[VOIPSEC] RE: TLS as the SIP security mechanism
Jim Cliver
jclive at aptalaska.net
Wed Aug 10 12:11:16 CDT 2005
Forgive my ignorance here, but has SCTP been considered as a transport protocol
for SIP instead of TCP?
Thank you,
jim
Christopher A. Martin wrote:
> A properly engineered sip deployment will not be relying on a single SIP
> proxy but will actually be a distributed system (these do exist) that
> can handle issues such as this, either with DNS SRV or SBC's.
>
> Five nines on the other hand is not yet achievable in the open Internet
> since you cannot guarantee a suitable SLA over the Internet to meet five
> nines...that said a properly engineered internal solution can be
> implemented with five nines guarantee, if suitable redundancy and DR
> methodology is considered in the design.
>
> MMoIP is a new paradigm that will change the rules a bit when it comes
> to the five nines concept. We are not discussing a closed system anymore
> and the open standards are what we are engineering to.
>
> There will be a need to define a new set of acceptable quality
> parameters; cellular is a good example of this. People still use it even
> if it doesn’t meet five nines.
>
> There will also be a need to utilize the existing mechanisms while
> augmenting them at the same time, which means that realistically we will
> need to be creative with what we have at hand and what is emerging.
>
> As for engineering ethics, SIP is based loosely on http and smtp with a
> little of this and a little of that. :) I don’t think it inappropriate
> to compare the two, especially since I was referring to state at the
> time. VoIP is more suitably considered multimedia over ip rather than
> just pure telephony...there is just much more to consider, hence our
> security concerns.
>
> I realize that I am painting with broad strokes here.
>
> Chris
>
> -----Original Message-----
> From: Voipsec-bounces at voipsa.org [mailto:Voipsec-bounces at voipsa.org] On
> Behalf Of Geoff Devine
> Sent: 08/09/2005 7:21 AM
> To: Voipsec at voipsa.org
> Subject: [VOIPSEC] RE: TLS as the SIP security mechanism
>
> The problem is that when a large SIP proxy goes down, it takes a
> significant amount of time before all the SIP user agents can
> re-establish a TCP connection and a security association. If you are
> trying to meet the five 9's requirements of primary line telephony, this
> is completely unacceptable. You could kill someone when they try to
> dial '911' and fail to complete the call due to a flood of TCP and TLS
> resynchronization. Comparing SIP using TCP/TLS to an https web
> application is completely inappropriate. Engineering ethics require
> that we come up with a better solution.
>
> Geoff
>
> ________________________________
>
> From: Christopher A. Martin [mailto:chris at infravast.com]

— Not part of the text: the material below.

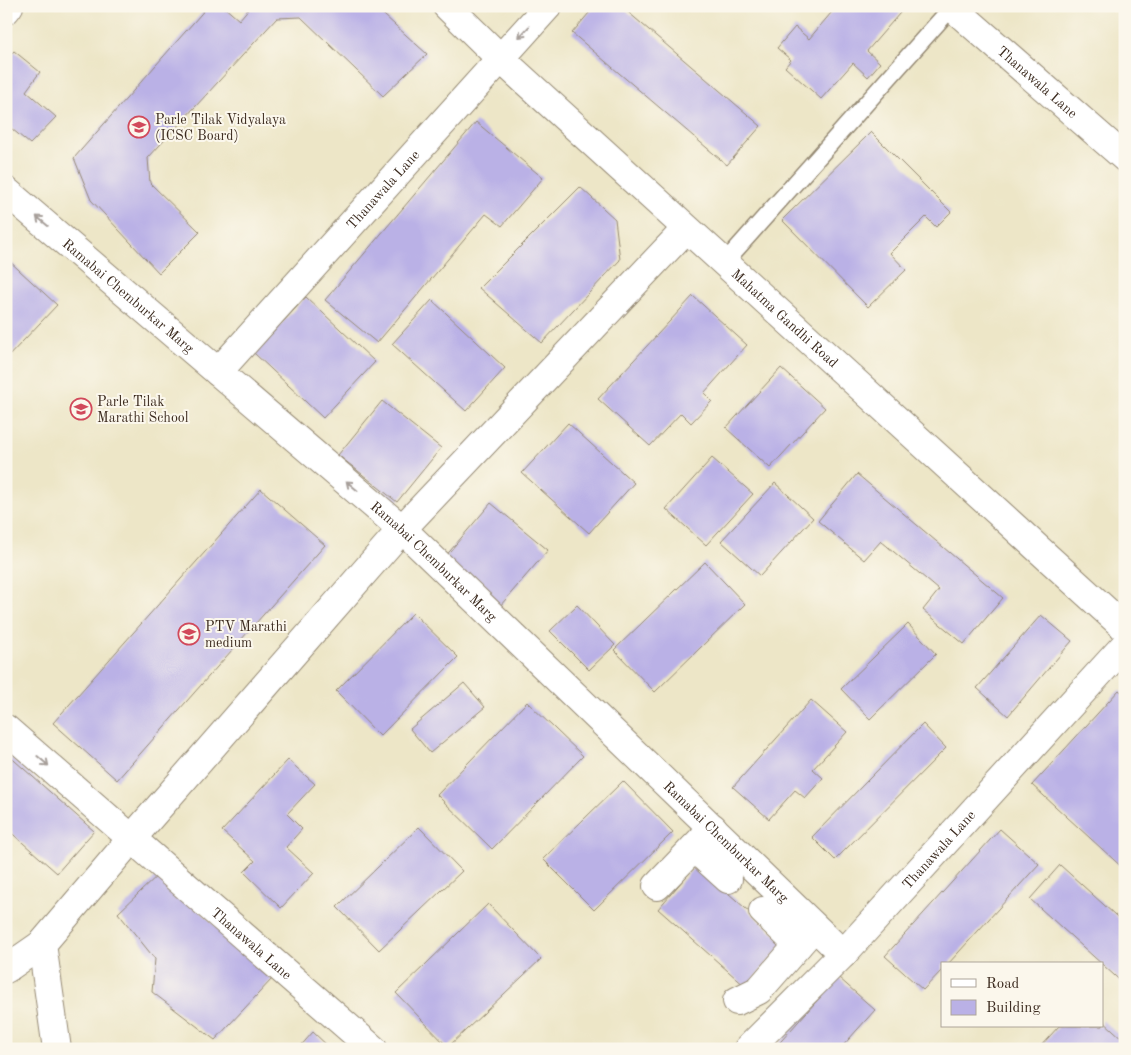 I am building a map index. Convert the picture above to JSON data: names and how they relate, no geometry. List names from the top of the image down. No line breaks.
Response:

> Sent: Mon 8/8/2005 8:21 PM
> To: Geoff Devine; Voipsec at voipsa.org
> Subject: RE: [VOIPSEC] RE: TLS as the SIP security mechanism
>
>
>
> TCP is what they should have went with in the first place (They have
> basically engineered UDP to be TCP-like when they developed sip). That
> said, a properly distributed proxy solution for signaling using TLS
> should not be any worse than a properly implemented https
> implementation. The characteristics are the same for both protocols in
> terms of state.
>
> That's just my 2 cents.
> Chris
>
> -----Original Message-----
> From: Voipsec-bounces at voipsa.org [mailto:Voipsec-bounces at voipsa.org] On
> Behalf Of Geoff Devine
> Sent: 08/08/2005 8:03 AM
> To: Voipsec at voipsa.org
> Subject: [VOIPSEC] RE: TLS as the SIP security mechanism
>
> I believe TLS is a poor choice as a security mechanism. It's
> unfortunate that it was placed in RFC 3261 as the recommended security
> method. TLS must be run over a reliable transport (TCP). TCP has all
> kinds of scaling issues when you're running hundreds of thousands of
> instances of TCP on a big Carrier-class SIP proxy. It's almost
> impossible to make TCP redundant so if the SIP proxy bounces, all the
> SIP user agents have to establish new TCP connections and then negotiate
> new security associations. This creates an avalanche of SYN messages
> and looks just like a classic SYN attack. I don't know how you achieve
> carrier-class five 9's availability in this kind of environment since
> your 10 minute outage budget for the year is blown out of the water any
> time you bounce a SIP proxy.
>
> There's an IETF draft for a security mechanism called DTLS. DTLS runs
> over UDP so it doesn't suffer the TCP scaling and starup issues. The
> only issue with UDP-based SIP is that you need to keep the messages
> "small" to avoid fragmentation. SIP messages are typically fairly small
> but they can explode in size when you start doing media security key
> exchanges embedded in your SIP messaging using MIKEY or SDESCRIPTIONS.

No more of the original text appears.